Each subscription needs:
- the topic to subscribe to
- a name which is unique for the topic
- a configuration object with at least a
Handler
function to process the events - a configuration object
Here's an example of how you create a subscription to a topic:
package email
import (
"encore.dev/pubsub"
"user"
)
var _ = pubsub.NewSubscription(
user.Signups, "send-welcome-email",
pubsub.SubscriptionConfig[*SignupEvent]{
Handler: SendWelcomeEmail,
},
)
func SendWelcomeEmail(ctx context.Context, event *SignupEvent) error {
// send email...
return nil
}
Subscriptions can be in the same service as the topic is declared, or in any other service of your application.
Each subscription to a single topic receives the events independently of any other subscriptions to the same topic.
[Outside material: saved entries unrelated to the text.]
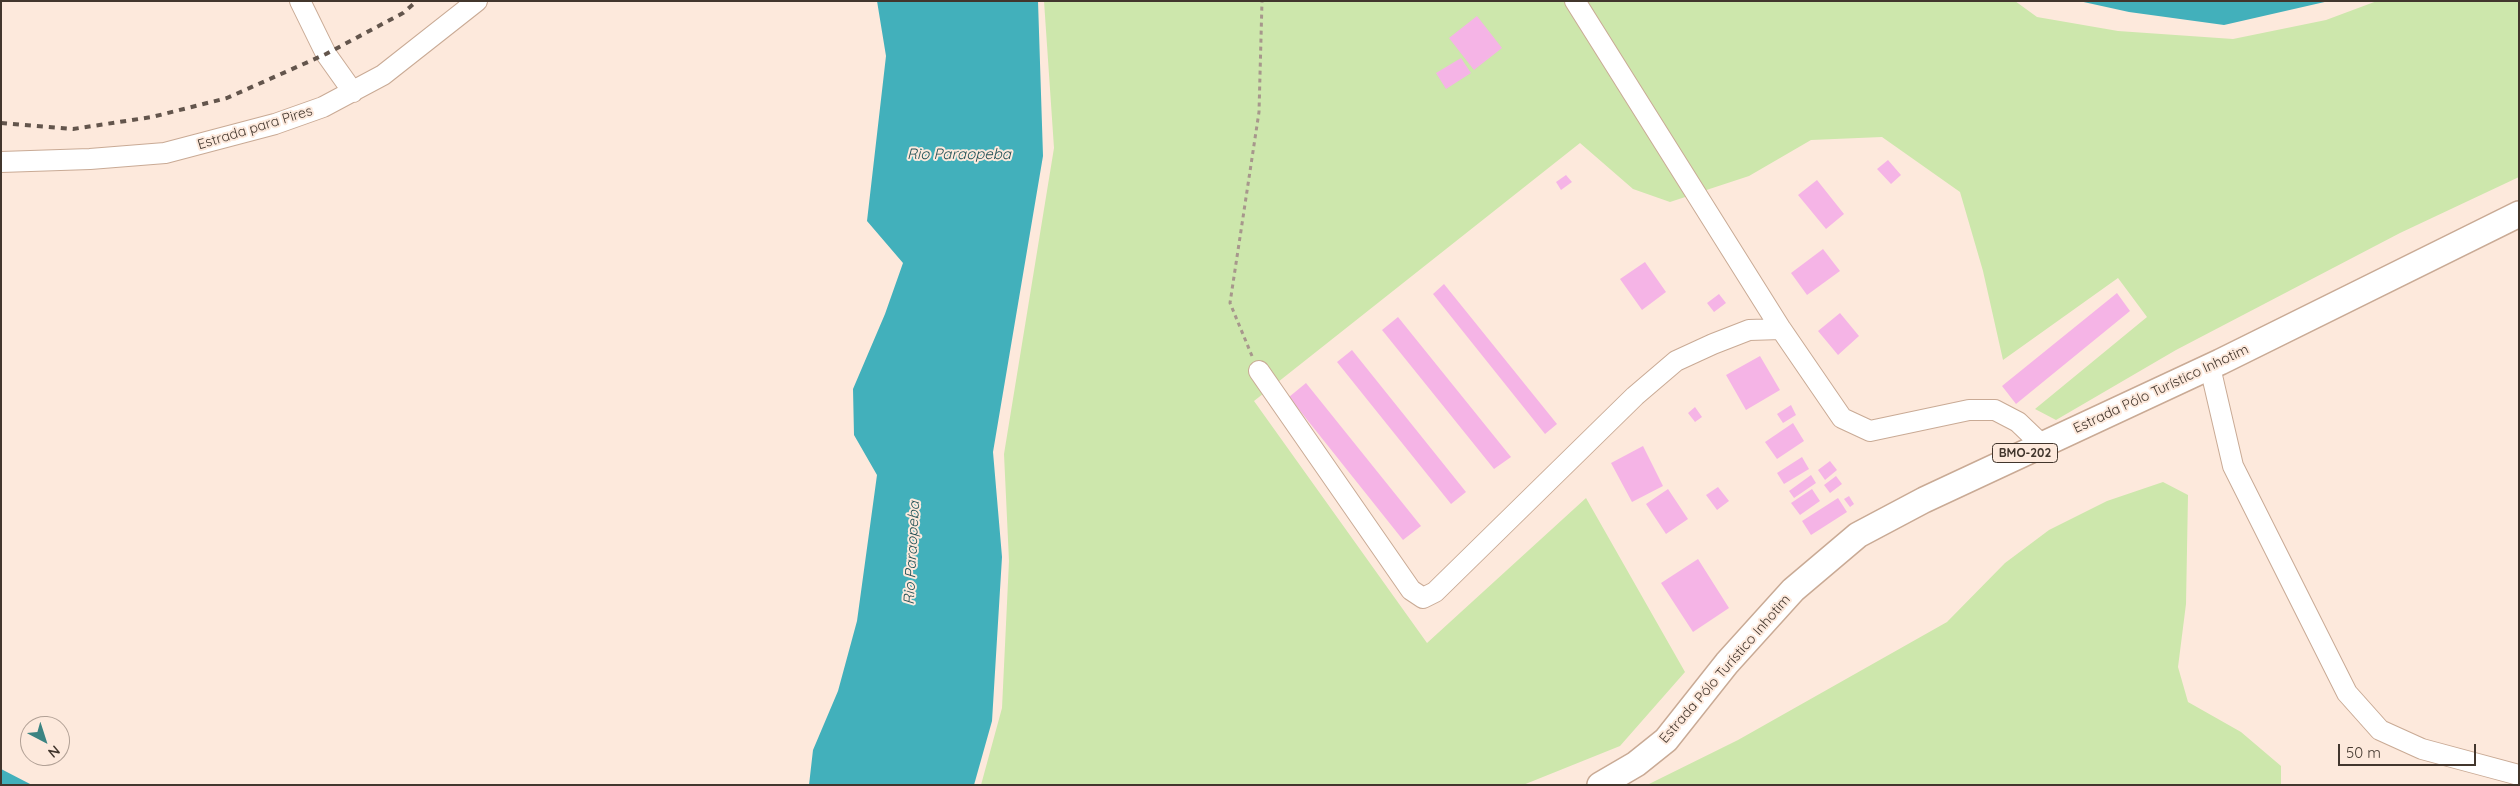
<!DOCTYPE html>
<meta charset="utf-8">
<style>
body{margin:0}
#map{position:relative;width:2520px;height:786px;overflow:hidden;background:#fde9dc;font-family:Quicksand,sans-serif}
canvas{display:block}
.frame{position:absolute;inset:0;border:2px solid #42362d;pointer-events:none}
.north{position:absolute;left:20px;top:716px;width:50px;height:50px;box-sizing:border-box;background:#fde9dc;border:1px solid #b2a196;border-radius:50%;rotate:140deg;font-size:14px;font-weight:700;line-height:20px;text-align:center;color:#42362d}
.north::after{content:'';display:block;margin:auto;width:18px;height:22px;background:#3b8482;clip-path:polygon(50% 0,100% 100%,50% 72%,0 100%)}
.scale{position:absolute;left:2338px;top:744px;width:138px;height:22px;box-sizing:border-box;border:2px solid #42362d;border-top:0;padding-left:6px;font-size:15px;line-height:18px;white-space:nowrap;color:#42362d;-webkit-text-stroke:4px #fde9dc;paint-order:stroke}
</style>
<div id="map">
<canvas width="2520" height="786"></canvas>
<div class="frame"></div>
<div class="north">N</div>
<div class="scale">50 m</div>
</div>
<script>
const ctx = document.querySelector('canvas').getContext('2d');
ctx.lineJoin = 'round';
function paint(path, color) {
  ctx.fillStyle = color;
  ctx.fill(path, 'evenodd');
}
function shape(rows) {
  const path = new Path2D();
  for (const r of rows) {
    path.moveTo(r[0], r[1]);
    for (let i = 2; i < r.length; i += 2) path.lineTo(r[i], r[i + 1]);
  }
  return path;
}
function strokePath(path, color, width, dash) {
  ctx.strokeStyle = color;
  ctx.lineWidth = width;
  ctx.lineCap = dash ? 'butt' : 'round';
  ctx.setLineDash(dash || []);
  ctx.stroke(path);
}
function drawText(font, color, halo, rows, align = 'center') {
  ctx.font = font + ' Quicksand,sans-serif';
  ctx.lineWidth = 4;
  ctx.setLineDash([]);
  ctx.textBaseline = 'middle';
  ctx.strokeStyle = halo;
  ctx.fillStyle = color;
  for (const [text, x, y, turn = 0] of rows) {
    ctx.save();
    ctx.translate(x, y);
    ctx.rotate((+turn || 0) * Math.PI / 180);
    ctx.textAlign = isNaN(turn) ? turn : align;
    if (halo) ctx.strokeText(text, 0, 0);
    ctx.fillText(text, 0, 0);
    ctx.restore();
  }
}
paint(shape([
 [1044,1,2015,1,2037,17,2118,31,2233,39,2326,20,2377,1,2519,1,2519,177,2400,233,2176,350,2056,420,2035,409,2147,317,2118,278,2003,360,1983,271,1960,192,1882,137,1811,140,1749,176,1670,202,1633,189,1580,143,1254,401,1427,643,1586,498,1685,672,1620,746,1523,785,981,785,1002,708,1009,561,1004,454,1054,148],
 [2163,482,2188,495,2186,604,2178,667,2188,702,2241,732,2281,766,2281,785,1647,785,1738,740,1947,622,2005,563,2049,530,2107,501]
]), '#cde7ac');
paint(shape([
 [877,1,1038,1,1043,156,993,452,1002,557,992,721,974,785,809,785,813,750,838,691,857,621,877,475,854,435,853,389,885,314,903,263,867,221,886,56],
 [2079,1,2329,1,2224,25,2129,12],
 [1,769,3,770,32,785,1,785]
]), '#42b0bb');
paint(shape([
 [1477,16,1502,48,1474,70,1449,38],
 [1461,58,1471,73,1446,89,1436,73],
 [1888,160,1901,175,1891,184,1877,169],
 [1566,175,1572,182,1561,190,1556,182],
 [1817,180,1844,214,1826,229,1798,195],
 [1823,249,1840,271,1807,295,1791,273],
 [1645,262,1666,292,1642,310,1620,279],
 [1444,284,1557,424,1545,434,1433,294],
 [2117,293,2130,311,2016,404,2002,386],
 [1719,294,1726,303,1714,312,1707,303],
 [1840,313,1859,336,1838,355,1818,331],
 [1398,317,1511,457,1494,469,1382,330],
 [1352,350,1466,492,1451,504,1337,362],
 [1760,356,1780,390,1746,410,1726,375],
 [1306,383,1421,526,1403,540,1289,397],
 [1791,405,1796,415,1783,423,1777,414],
 [1695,407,1702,417,1695,422,1688,413],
 [1793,423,1804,441,1777,459,1765,442],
 [1643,446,1663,486,1632,502,1611,463],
 [1802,457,1809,469,1784,484,1777,473],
 [1830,461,1837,470,1825,480,1818,470],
 [1811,475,1816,483,1794,498,1789,491],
 [1836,476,1842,484,1830,493,1824,485],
 [1718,487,1729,501,1717,510,1706,495],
 [1668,489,1688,519,1666,534,1646,504],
 [1812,489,1820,501,1800,515,1791,503],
 [1849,496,1854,504,1850,507,1844,499],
 [1838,498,1847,512,1811,535,1802,521],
 [1698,559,1729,608,1693,632,1661,583]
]), '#f5b4e6');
const minor = shape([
 [300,1,326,54,353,92],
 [1575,1,1781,329,1842,418,1870,431,1969,410,1995,410,2018,422,2042,445],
 [1,162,90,159,165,153,275,124,323,107,383,75,477,1],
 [2210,367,2233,466,2347,693,2380,730,2422,749,2519,775],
 [1259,371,1411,590,1423,598,1435,592,1635,396,1676,361,1713,344,1749,330,1781,329]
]);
const major = shape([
 [1600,785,1636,764,1666,740,1727,663,1793,590,1858,535,1924,500,2220,362,2519,214]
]);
strokePath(minor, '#c9aa95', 22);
strokePath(major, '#c9aa95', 28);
strokePath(shape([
 [1252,356,1230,303,1259,112,1262,1]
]), '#a7978c', 3, [4, 4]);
strokePath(minor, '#fff', 20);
strokePath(major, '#fff', 25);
strokePath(shape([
 [1,123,73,129,152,117,227,98,326,54,403,13,417,1]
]), '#63554c', 4, [6, 6]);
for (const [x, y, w] of [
 [2025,453,65]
]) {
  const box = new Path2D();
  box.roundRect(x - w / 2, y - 9.5, w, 19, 4);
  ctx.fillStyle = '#fde9dc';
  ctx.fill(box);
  strokePath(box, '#42362d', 1);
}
drawText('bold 12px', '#42362d', null, [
 ["BMO-202",2025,453]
]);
drawText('14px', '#42362d', '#fde9dc', [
 ["Estrada para Pires",255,128,-17],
 ["Estrada Pólo Turístico Inhotim",2161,389,-25],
 ["Estrada Pólo Turístico Inhotim",1725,669,-49]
]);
drawText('italic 15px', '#225156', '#fde9dc', [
 ["Rio Paraopeba",959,154],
 ["Rio Paraopeba",912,553,-87]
]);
</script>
This means that if one subscription is running very slowly, it will grow a backlog of unprocessed events. However, any other subscriptions will still be processing events in real-time as they are published. Learn more in the docs.
Infrastructure tracking in the cloud
When you deploy your app, you simply git push
and Encore provisions the infrastructure defined by your application.
Encore's Cloud Dashboard gives you an overview of the state of the provisioned infrastructure in all environments. And you even get a cost analytics dashboard that breaks down your cloud bill per logical resource like Pub/Sub supscription.
Try it yourself with a tutorial
If you're curious about how you build event-driven Go backends with Encore. You can try it yourself with this tutorial:
Building an event-driven uptime monitor
(If you haven't used Encore before, start by installing the CLI.)
Good luck, have fun! ๐
PS. You're welcome to join Encore's Go developer community on Discord to chat with other backend developers and get help with your project.
Top comments (3)
What about the double write pattern problem here?
Does you Encore client take care of using sth like the outbox pattern? Because here if the message sending fails you will rollback your database tx and send an error to the user, but the message sending works but your db commit fails you get inconsistency
Hey @rod2j - great point! There is indeed a package for implementing the outbox pattern. See the docs here: encore.dev/docs/primitives/pubsub/...
Leveraging Pub/Sub in event-driven Go backends facilitates seamless tngofullform communication between services, promoting scalability and decoupling. With publishers broadcasting events and subscribers reacting accordingly, this approach fosters a more responsive and resilient architecture. Integrating Pub/Sub enables asynchronous processing, enhancing the efficiency and adaptability of the backend system.
Some comments may only be visible to logged-in visitors. Sign in to view all comments.